Collected data
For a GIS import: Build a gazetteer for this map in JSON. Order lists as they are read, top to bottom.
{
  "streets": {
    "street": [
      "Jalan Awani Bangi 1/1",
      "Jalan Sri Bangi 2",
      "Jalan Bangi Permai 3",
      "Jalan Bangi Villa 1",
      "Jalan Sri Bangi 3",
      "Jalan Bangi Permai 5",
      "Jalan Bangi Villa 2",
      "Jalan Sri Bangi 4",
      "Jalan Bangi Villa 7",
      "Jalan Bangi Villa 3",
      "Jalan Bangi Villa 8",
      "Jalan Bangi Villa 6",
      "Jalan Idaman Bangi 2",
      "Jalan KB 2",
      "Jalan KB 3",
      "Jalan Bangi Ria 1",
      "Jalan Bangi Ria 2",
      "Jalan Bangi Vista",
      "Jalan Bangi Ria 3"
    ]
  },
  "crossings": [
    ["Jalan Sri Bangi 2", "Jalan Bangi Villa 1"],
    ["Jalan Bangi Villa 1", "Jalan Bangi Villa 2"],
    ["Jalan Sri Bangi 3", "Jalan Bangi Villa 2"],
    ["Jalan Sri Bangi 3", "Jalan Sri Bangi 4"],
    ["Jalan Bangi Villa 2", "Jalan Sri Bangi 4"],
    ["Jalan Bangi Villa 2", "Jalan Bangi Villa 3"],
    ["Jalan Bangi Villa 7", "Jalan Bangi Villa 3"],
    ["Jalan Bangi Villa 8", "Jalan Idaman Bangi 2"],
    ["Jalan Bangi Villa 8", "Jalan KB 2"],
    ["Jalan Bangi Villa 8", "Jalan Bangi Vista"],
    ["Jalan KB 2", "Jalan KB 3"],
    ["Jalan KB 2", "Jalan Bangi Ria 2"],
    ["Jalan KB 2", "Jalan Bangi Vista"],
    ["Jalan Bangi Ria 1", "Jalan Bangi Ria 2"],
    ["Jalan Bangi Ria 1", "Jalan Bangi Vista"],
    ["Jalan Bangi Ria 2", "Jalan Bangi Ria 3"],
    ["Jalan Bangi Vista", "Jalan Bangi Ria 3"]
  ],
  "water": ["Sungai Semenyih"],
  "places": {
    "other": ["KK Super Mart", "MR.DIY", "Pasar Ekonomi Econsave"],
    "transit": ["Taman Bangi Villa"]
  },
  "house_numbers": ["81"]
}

• EXERCISE DETAILS: Your response must consist of all the records, retyped exactly.

• ANSWER TO THIS EXERCISE:
For a GIS import: Build a gazetteer for this map in JSON. Order lists as they are read, top to bottom.
{
  "streets": {
    "street": [
      "Jalan Awani Bangi 1/1",
      "Jalan Sri Bangi 2",
      "Jalan Bangi Permai 3",
      "Jalan Bangi Villa 1",
      "Jalan Sri Bangi 3",
      "Jalan Bangi Permai 5",
      "Jalan Bangi Villa 2",
      "Jalan Sri Bangi 4",
      "Jalan Bangi Villa 7",
      "Jalan Bangi Villa 3",
      "Jalan Bangi Villa 8",
      "Jalan Bangi Villa 6",
      "Jalan Idaman Bangi 2",
      "Jalan KB 2",
      "Jalan KB 3",
      "Jalan Bangi Ria 1",
      "Jalan Bangi Ria 2",
      "Jalan Bangi Vista",
      "Jalan Bangi Ria 3"
    ]
  },
  "crossings": [
    ["Jalan Sri Bangi 2", "Jalan Bangi Villa 1"],
    ["Jalan Bangi Villa 1", "Jalan Bangi Villa 2"],
    ["Jalan Sri Bangi 3", "Jalan Bangi Villa 2"],
    ["Jalan Sri Bangi 3", "Jalan Sri Bangi 4"],
    ["Jalan Bangi Villa 2", "Jalan Sri Bangi 4"],
    ["Jalan Bangi Villa 2", "Jalan Bangi Villa 3"],
    ["Jalan Bangi Villa 7", "Jalan Bangi Villa 3"],
    ["Jalan Bangi Villa 8", "Jalan Idaman Bangi 2"],
    ["Jalan Bangi Villa 8", "Jalan KB 2"],
    ["Jalan Bangi Villa 8", "Jalan Bangi Vista"],
    ["Jalan KB 2", "Jalan KB 3"],
    ["Jalan KB 2", "Jalan Bangi Ria 2"],
    ["Jalan KB 2", "Jalan Bangi Vista"],
    ["Jalan Bangi Ria 1", "Jalan Bangi Ria 2"],
    ["Jalan Bangi Ria 1", "Jalan Bangi Vista"],
    ["Jalan Bangi Ria 2", "Jalan Bangi Ria 3"],
    ["Jalan Bangi Vista", "Jalan Bangi Ria 3"]
  ],
  "water": ["Sungai Semenyih"],
  "places": {
    "other": ["KK Super Mart", "MR.DIY", "Pasar Ekonomi Econsave"],
    "transit": ["Taman Bangi Villa"]
  },
  "house_numbers": ["81"]
}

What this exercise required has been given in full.